Ortak bir dili konuşur gibi, gözyaşları bulutların üstünden kentlere, köylere düşüyor.Kimseye anlatamadığımız bu yaralar, kanserli hücre gibi dağılır tüm benliğimize.
Önce ruhumuzu, sonra masumiyetimizi, ardından iyiliğimizi, mutluluğumuzu, umudumuzu… Ne varsa, hepsini kemirir.
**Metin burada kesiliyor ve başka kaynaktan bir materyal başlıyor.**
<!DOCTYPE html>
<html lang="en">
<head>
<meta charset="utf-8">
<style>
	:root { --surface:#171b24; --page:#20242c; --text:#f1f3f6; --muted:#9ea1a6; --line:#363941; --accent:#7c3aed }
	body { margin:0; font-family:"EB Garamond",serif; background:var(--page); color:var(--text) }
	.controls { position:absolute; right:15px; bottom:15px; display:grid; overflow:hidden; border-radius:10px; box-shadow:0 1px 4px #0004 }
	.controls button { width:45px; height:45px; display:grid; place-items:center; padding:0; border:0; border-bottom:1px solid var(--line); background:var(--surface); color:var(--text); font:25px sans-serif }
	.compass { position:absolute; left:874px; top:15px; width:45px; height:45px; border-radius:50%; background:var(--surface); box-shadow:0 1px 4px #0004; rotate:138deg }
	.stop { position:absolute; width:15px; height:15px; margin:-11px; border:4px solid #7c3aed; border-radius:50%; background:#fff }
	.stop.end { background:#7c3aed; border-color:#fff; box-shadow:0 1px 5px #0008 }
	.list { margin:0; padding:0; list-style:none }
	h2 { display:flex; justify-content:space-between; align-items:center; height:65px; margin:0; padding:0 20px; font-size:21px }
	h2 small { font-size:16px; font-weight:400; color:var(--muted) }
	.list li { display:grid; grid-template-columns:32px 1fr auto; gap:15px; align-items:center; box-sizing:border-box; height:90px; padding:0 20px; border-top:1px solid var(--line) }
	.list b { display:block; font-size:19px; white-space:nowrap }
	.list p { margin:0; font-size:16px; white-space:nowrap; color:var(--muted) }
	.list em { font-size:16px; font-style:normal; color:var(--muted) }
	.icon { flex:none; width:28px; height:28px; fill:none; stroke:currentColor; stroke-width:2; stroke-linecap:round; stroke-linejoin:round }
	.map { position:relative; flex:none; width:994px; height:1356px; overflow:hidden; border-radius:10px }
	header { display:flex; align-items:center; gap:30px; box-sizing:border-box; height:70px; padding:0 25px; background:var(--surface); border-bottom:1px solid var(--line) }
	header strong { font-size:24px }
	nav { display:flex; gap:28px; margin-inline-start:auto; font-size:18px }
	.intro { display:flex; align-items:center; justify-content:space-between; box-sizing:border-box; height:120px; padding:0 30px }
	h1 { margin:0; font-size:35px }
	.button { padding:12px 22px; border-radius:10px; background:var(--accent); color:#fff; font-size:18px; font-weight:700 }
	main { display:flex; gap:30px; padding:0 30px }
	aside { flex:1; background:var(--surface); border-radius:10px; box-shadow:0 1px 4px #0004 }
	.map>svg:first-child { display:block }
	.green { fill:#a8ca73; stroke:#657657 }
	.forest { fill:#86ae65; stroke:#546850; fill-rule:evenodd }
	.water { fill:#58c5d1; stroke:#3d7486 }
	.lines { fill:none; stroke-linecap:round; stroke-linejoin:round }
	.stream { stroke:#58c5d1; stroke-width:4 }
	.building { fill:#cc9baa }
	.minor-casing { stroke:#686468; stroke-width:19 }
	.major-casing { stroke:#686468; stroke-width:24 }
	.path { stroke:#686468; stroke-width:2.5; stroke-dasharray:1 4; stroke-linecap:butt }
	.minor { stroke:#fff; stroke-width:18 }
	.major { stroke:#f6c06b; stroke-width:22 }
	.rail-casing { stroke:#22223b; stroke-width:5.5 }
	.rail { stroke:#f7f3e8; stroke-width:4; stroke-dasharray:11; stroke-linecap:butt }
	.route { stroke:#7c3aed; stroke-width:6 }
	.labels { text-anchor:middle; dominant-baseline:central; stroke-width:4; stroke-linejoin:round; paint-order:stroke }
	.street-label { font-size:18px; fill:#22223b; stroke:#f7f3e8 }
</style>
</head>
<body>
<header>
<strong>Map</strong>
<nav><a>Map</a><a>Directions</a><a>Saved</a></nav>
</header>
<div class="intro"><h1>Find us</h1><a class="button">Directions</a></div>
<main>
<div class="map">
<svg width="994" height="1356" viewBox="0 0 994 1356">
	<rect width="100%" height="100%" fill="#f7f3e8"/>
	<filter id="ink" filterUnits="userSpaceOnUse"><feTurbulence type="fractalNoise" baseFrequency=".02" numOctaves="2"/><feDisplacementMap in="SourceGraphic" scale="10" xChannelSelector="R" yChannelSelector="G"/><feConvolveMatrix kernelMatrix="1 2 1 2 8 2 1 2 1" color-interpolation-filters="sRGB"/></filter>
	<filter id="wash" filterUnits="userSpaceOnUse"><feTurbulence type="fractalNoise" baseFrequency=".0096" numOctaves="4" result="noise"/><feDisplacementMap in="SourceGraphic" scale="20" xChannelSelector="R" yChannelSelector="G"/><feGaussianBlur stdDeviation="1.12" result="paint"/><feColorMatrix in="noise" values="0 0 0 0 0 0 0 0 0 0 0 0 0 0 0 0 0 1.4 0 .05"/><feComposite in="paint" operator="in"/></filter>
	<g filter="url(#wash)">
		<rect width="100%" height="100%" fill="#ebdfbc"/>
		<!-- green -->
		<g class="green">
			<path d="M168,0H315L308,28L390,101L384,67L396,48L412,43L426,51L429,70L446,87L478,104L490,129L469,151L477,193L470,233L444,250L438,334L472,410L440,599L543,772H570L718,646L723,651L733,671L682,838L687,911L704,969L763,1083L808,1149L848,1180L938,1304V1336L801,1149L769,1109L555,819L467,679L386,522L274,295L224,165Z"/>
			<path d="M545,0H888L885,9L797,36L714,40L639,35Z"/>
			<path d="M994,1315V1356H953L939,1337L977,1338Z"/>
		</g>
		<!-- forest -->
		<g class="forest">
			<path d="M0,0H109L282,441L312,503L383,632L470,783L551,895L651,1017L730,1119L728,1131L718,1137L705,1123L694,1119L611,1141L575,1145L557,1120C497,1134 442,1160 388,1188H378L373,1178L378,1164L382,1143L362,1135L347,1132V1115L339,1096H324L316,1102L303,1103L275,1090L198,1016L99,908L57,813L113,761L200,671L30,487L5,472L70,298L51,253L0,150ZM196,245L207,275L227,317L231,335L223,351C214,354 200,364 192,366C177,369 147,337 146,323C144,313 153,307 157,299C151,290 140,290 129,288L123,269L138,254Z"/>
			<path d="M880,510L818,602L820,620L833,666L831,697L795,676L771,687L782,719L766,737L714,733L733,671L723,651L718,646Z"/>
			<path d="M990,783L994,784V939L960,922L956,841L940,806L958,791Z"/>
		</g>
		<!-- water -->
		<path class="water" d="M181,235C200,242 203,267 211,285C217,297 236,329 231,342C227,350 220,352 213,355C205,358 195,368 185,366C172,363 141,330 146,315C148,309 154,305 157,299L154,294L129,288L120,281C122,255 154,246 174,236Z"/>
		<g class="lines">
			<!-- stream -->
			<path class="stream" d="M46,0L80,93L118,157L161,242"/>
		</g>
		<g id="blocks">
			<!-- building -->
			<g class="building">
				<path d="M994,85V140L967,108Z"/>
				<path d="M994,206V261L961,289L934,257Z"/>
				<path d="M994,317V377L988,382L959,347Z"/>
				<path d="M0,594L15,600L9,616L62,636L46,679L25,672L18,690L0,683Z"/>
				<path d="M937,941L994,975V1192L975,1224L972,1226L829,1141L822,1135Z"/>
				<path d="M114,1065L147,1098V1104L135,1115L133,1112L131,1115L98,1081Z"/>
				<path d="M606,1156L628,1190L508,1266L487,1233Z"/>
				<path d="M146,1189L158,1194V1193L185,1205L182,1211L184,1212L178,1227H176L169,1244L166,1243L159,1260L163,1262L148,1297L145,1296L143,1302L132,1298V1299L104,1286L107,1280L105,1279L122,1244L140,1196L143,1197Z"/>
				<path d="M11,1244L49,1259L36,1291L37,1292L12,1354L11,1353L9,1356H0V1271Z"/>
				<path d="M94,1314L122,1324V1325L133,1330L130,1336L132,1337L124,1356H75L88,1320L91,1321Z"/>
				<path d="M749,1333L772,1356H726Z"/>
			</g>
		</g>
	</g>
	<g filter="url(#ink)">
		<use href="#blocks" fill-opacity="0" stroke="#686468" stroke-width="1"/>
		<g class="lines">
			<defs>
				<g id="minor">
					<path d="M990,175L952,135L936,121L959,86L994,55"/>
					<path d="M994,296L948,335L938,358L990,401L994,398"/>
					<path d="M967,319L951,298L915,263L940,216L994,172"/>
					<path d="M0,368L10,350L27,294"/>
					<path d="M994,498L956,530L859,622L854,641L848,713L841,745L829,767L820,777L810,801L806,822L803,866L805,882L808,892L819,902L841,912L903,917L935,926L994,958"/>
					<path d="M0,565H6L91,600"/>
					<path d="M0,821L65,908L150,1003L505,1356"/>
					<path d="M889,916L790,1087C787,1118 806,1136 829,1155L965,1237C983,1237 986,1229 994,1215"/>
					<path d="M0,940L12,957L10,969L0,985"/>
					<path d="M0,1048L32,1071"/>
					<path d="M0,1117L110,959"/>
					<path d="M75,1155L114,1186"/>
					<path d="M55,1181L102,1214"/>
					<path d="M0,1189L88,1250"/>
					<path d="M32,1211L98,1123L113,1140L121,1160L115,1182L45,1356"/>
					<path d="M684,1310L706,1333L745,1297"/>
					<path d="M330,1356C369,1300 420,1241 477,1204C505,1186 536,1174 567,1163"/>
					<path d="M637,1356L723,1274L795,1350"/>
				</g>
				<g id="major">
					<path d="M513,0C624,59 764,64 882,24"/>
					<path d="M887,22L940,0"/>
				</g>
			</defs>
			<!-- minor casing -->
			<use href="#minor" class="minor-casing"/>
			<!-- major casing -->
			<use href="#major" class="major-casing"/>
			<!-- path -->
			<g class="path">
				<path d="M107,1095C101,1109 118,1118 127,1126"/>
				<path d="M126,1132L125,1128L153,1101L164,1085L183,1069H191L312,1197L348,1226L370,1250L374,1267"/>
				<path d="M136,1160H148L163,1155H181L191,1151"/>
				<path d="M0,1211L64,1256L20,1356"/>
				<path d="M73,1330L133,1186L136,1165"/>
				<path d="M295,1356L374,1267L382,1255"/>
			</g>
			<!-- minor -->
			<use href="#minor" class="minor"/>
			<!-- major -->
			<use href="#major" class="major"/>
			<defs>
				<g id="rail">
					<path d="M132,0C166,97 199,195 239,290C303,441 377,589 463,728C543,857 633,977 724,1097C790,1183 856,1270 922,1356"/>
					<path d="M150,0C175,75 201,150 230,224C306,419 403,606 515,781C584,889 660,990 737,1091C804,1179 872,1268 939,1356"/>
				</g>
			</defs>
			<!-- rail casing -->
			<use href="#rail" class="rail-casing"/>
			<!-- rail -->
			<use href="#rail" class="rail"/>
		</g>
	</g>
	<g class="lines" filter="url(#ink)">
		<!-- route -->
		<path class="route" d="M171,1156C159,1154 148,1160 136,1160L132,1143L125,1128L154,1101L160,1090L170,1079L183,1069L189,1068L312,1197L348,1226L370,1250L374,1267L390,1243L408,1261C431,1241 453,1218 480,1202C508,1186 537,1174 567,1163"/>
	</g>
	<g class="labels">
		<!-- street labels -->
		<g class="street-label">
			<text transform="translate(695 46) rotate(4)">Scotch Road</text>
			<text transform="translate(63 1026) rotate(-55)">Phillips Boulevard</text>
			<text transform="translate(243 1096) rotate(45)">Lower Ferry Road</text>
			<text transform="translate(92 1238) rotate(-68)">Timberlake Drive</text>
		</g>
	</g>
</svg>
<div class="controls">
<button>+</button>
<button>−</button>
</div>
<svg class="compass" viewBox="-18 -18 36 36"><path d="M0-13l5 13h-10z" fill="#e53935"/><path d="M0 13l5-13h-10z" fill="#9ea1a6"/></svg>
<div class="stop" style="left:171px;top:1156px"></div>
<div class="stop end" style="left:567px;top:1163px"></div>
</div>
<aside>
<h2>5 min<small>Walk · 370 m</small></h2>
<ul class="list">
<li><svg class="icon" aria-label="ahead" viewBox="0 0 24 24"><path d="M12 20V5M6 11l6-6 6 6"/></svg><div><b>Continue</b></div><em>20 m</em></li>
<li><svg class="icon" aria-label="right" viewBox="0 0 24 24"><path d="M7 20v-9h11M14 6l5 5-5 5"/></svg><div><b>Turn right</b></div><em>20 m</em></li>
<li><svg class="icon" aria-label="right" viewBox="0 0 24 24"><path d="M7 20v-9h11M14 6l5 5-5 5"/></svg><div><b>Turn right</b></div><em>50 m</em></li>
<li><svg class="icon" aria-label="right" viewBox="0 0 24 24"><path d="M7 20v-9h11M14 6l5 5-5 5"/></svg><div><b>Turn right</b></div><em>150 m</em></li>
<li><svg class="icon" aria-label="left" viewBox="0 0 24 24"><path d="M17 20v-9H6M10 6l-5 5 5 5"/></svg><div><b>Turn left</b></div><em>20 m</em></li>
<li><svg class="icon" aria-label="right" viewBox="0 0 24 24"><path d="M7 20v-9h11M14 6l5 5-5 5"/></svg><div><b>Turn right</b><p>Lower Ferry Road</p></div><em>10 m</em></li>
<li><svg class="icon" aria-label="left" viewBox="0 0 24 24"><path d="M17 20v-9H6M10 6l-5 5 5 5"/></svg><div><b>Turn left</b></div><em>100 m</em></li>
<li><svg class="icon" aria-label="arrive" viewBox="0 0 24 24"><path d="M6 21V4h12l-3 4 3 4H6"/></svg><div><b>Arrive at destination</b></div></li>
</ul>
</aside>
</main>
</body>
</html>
Kararmış havalar ve geceler tek nefes aldığımız yerdir artık. Sessiz intiharın fısıltısı duvarların arasında dolaşır durur. Gözlerimiz, gökyüzündeki yıldızları göremeyecek kadar puslanmıştır. Azap içindeki ruhlarımızı, bir giyotin ile ortadan ikiye ayırmak isteriz.Alışamadık. Anlaşamıyoruz bu dünyayla. Dilenci gibi anlayış ve sevgi kırıntıları toplamaya çalışıyoruz insanlardan. Ama onların açgözlülüğü yüzünden, bir tutam sevgiye karşılık, hep bir parçamızı söküp alıyorlar bizden.Istıraplı düşünceler ayaklarımıza zincir olmuş, küllerin üzerinde yürümeye çalışıyoruz. Felaketlerimiz enkaz oluyor üzerimizde. Her kurtuluş çabası biraz daha ağır, biraz daha yok oluş. Terazisi kantarını çoktan kaybetti hayatın.
Kaybedeceğimiz savaşlara girmekten yorulduk. Eskimiş, hisli ve yaslı harabe evler gibiyiz artık. Bağrımız, yağı tükenmiş eski gaz lambaları gibi; ışık vermeye mecali kalmamış.
Yavaş yavaş sönüyoruz. Bizim gibi.O kadar çok yalan işitti ki kulaklarımız, artık bir tek ölümün yalan söylemeyeceğini biliyoruz. Sarhoş yalnızlıklarımızdan, hakikatin uzağında nasırlaşmış ruhlardan, çöplüğe dönmüş ihanetlerden ve yaralarımızdan… Bizi belki de son sigaramız kurtarır.Çelikten sözlerimizin ve sarsılmaz duruşumuzun ardında; fırtınalar, yangınlar, çığlığı duyulmayan bir ruh saklıdır. Saatler, günler, aylar, yıllar… Hepsi anlamını yitirdi. Müebbet hapis yatan için zaman neyse, bizim için de artık o.
Ama biliyoruz, elbet bir gün…
Her şey bittiğinde biz de güleceğiz.